# Task requirements:
The answer must be every line from the entries below that includes "width".

Top of Input data

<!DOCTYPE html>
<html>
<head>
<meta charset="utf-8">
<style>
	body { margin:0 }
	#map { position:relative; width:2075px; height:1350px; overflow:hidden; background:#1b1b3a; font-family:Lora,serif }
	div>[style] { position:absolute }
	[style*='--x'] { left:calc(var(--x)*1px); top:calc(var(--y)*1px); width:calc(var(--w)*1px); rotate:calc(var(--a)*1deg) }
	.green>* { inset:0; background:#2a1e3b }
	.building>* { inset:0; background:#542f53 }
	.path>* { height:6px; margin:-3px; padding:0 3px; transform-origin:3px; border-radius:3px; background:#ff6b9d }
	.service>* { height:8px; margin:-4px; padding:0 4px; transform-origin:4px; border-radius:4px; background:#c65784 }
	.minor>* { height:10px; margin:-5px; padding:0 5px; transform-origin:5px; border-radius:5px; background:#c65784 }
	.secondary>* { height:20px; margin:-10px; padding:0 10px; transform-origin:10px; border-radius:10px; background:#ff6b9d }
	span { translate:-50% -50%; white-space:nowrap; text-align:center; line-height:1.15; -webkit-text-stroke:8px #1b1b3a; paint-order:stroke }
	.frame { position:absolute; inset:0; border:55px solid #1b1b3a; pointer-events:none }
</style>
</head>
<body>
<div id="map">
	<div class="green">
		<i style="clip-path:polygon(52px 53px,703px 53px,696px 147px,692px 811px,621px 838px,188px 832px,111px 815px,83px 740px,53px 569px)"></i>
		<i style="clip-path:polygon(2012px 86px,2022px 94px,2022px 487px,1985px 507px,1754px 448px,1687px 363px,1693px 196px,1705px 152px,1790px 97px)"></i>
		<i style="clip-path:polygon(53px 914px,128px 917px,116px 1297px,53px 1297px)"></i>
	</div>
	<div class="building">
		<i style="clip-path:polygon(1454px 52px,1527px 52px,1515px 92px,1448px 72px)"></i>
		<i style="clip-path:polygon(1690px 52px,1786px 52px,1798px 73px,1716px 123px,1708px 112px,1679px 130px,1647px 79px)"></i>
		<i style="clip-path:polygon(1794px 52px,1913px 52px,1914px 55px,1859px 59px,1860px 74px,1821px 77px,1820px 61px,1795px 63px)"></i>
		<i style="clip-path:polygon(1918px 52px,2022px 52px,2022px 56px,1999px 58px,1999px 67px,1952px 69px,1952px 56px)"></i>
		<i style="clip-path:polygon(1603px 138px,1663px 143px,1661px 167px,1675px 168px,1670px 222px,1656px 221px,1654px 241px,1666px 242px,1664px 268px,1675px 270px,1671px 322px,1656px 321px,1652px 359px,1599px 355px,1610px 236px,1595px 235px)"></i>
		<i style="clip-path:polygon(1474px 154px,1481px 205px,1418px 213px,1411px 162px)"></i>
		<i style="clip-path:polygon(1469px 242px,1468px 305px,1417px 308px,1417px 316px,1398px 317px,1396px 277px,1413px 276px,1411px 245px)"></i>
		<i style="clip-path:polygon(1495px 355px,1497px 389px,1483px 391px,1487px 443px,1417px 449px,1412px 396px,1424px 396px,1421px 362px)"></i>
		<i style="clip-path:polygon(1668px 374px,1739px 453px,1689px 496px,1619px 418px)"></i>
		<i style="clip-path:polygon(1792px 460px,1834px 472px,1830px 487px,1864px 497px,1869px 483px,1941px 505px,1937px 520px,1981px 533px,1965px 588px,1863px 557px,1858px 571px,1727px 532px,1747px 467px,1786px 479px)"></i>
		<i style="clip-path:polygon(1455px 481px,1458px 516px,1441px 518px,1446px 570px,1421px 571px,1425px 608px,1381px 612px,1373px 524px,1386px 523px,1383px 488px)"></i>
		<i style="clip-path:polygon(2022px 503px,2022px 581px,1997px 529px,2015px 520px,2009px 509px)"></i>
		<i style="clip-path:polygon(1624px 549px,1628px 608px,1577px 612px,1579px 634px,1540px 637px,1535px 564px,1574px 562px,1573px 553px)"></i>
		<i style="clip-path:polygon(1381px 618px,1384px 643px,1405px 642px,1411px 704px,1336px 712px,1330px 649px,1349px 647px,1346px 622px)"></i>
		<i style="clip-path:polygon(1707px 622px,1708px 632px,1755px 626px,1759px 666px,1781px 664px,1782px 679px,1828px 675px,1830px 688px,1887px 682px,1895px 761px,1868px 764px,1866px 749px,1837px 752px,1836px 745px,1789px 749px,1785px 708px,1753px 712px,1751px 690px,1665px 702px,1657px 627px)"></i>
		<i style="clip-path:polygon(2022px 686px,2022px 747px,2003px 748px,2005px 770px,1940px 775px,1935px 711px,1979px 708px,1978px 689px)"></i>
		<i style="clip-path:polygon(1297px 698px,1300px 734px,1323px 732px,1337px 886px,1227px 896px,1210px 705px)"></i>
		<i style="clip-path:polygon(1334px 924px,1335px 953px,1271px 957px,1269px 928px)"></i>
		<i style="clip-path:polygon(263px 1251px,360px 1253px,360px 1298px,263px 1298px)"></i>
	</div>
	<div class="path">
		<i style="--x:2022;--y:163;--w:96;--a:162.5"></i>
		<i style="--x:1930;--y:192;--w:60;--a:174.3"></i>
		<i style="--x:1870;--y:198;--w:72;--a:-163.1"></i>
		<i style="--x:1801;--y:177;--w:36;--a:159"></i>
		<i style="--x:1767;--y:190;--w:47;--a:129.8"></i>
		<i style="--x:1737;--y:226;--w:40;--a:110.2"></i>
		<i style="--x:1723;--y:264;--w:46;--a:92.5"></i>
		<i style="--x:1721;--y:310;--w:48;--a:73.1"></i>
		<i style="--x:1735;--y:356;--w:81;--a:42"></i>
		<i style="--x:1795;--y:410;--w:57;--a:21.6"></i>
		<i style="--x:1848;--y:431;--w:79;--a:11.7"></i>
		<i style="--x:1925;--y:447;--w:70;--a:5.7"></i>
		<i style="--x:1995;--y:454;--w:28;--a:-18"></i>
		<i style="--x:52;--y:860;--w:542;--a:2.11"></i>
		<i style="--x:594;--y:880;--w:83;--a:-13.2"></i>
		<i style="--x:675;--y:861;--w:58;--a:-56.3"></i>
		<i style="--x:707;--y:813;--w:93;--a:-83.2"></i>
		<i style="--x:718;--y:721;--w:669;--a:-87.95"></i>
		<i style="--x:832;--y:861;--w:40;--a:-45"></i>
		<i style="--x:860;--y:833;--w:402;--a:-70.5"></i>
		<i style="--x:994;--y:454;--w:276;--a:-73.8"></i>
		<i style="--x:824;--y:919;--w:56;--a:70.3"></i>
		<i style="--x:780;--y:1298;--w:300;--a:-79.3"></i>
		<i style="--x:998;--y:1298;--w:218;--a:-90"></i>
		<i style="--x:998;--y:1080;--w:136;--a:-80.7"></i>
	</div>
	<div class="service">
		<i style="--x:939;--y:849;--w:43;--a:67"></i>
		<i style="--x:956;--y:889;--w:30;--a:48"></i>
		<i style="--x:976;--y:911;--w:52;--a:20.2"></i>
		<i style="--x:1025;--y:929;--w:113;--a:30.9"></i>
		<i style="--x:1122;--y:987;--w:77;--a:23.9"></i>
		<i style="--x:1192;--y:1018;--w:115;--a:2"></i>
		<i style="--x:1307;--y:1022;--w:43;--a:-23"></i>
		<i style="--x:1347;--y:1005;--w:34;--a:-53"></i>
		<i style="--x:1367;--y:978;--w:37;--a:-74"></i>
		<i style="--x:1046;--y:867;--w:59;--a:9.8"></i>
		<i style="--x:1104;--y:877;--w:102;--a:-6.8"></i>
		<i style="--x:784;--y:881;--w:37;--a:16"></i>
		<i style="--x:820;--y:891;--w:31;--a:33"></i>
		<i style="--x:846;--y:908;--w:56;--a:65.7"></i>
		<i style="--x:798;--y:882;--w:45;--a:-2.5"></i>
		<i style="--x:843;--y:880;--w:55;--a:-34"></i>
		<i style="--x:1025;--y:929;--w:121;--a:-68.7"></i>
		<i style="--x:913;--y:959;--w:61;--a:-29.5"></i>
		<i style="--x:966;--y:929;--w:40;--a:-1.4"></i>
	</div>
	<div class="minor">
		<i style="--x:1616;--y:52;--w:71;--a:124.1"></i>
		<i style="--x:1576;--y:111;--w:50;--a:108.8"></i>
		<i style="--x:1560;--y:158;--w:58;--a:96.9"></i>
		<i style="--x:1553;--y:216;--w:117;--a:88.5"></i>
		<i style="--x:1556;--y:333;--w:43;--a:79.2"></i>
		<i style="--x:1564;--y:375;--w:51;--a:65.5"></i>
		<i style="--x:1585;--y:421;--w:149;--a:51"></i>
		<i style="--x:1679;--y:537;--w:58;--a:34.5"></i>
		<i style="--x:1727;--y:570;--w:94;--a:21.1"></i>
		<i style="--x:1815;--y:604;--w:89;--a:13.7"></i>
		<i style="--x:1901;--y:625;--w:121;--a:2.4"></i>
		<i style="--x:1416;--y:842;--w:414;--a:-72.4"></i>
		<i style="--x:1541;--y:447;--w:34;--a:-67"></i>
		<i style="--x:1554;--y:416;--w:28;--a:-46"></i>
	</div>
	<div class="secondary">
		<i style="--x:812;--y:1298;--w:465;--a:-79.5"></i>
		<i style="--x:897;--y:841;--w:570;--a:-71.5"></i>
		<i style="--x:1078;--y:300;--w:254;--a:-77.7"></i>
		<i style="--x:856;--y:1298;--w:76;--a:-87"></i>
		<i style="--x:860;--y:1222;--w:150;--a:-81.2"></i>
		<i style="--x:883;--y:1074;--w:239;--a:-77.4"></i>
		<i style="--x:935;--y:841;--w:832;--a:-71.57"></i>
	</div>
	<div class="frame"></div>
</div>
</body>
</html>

Bottom of Input data

# Output of the task:
	#map { position:relative; width:2075px; height:1350px; overflow:hidden; background:#1b1b3a; font-family:Lora,serif }
	[style*='--x'] { left:calc(var(--x)*1px); top:calc(var(--y)*1px); width:calc(var(--w)*1px); rotate:calc(var(--a)*1deg) }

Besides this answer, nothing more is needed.